TASK PROMPT:
Set the following entries down again exactly, line by line.

SUPPLIED ENTRIES:
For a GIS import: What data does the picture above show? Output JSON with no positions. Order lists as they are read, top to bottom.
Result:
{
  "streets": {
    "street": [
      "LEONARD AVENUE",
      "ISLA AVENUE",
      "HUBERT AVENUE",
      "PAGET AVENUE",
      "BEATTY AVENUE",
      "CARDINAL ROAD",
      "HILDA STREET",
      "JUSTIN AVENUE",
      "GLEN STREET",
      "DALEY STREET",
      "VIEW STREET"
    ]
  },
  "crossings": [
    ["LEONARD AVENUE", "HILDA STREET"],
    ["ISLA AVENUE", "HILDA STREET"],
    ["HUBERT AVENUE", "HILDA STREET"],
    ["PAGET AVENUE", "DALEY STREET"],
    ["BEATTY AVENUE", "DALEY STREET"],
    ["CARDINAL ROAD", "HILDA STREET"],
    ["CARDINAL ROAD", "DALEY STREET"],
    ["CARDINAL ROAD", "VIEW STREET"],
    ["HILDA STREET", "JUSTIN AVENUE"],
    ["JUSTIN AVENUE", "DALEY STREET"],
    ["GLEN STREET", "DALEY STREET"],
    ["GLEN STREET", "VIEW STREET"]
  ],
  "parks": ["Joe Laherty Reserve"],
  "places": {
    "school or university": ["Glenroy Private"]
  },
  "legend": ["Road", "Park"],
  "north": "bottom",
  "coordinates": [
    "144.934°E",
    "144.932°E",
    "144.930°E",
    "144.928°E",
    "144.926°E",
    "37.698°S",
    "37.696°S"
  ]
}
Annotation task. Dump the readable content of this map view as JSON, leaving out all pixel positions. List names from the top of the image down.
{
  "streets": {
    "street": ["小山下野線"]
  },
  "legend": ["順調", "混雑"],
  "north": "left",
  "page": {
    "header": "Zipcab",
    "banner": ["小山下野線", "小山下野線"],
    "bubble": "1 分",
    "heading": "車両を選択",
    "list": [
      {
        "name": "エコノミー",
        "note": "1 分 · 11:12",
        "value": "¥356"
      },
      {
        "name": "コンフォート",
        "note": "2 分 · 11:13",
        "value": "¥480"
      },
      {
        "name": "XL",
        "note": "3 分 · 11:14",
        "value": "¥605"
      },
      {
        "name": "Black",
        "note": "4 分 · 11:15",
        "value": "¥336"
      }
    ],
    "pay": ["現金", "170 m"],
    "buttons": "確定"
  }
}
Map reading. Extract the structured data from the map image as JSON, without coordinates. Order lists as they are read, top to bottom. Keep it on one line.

SOLUTION:
For a GIS import: What data does the picture above show? Output JSON with no positions. Order lists as they are read, top to bottom.
Result:
{
  "streets": {
    "street": [
      "LEONARD AVENUE",
      "ISLA AVENUE",
      "HUBERT AVENUE",
      "PAGET AVENUE",
      "BEATTY AVENUE",
      "CARDINAL ROAD",
      "HILDA STREET",
      "JUSTIN AVENUE",
      "GLEN STREET",
      "DALEY STREET",
      "VIEW STREET"
    ]
  },
  "crossings": [
    ["LEONARD AVENUE", "HILDA STREET"],
    ["ISLA AVENUE", "HILDA STREET"],
    ["HUBERT AVENUE", "HILDA STREET"],
    ["PAGET AVENUE", "DALEY STREET"],
    ["BEATTY AVENUE", "DALEY STREET"],
    ["CARDINAL ROAD", "HILDA STREET"],
    ["CARDINAL ROAD", "DALEY STREET"],
    ["CARDINAL ROAD", "VIEW STREET"],
    ["HILDA STREET", "JUSTIN AVENUE"],
    ["JUSTIN AVENUE", "DALEY STREET"],
    ["GLEN STREET", "DALEY STREET"],
    ["GLEN STREET", "VIEW STREET"]
  ],
  "parks": ["Joe Laherty Reserve"],
  "places": {
    "school or university": ["Glenroy Private"]
  },
  "legend": ["Road", "Park"],
  "north": "bottom",
  "coordinates": [
    "144.934°E",
    "144.932°E",
    "144.930°E",
    "144.928°E",
    "144.926°E",
    "37.698°S",
    "37.696°S"
  ]
}
Annotation task. Dump the readable content of this map view as JSON, leaving out all pixel positions. List names from the top of the image down.
{
  "streets": {
    "street": ["小山下野線"]
  },
  "legend": ["順調", "混雑"],
  "north": "left",
  "page": {
    "header": "Zipcab",
    "banner": ["小山下野線", "小山下野線"],
    "bubble": "1 分",
    "heading": "車両を選択",
    "list": [
      {
        "name": "エコノミー",
        "note": "1 分 · 11:12",
        "value": "¥356"
      },
      {
        "name": "コンフォート",
        "note": "2 分 · 11:13",
        "value": "¥480"
      },
      {
        "name": "XL",
        "note": "3 分 · 11:14",
        "value": "¥605"
      },
      {
        "name": "Black",
        "note": "4 分 · 11:15",
        "value": "¥336"
      }
    ],
    "pay": ["現金", "170 m"],
    "buttons": "確定"
  }
}
Map reading. Extract the structured data from the map image as JSON, without coordinates. Order lists as they are read, top to bottom. Keep it on one line.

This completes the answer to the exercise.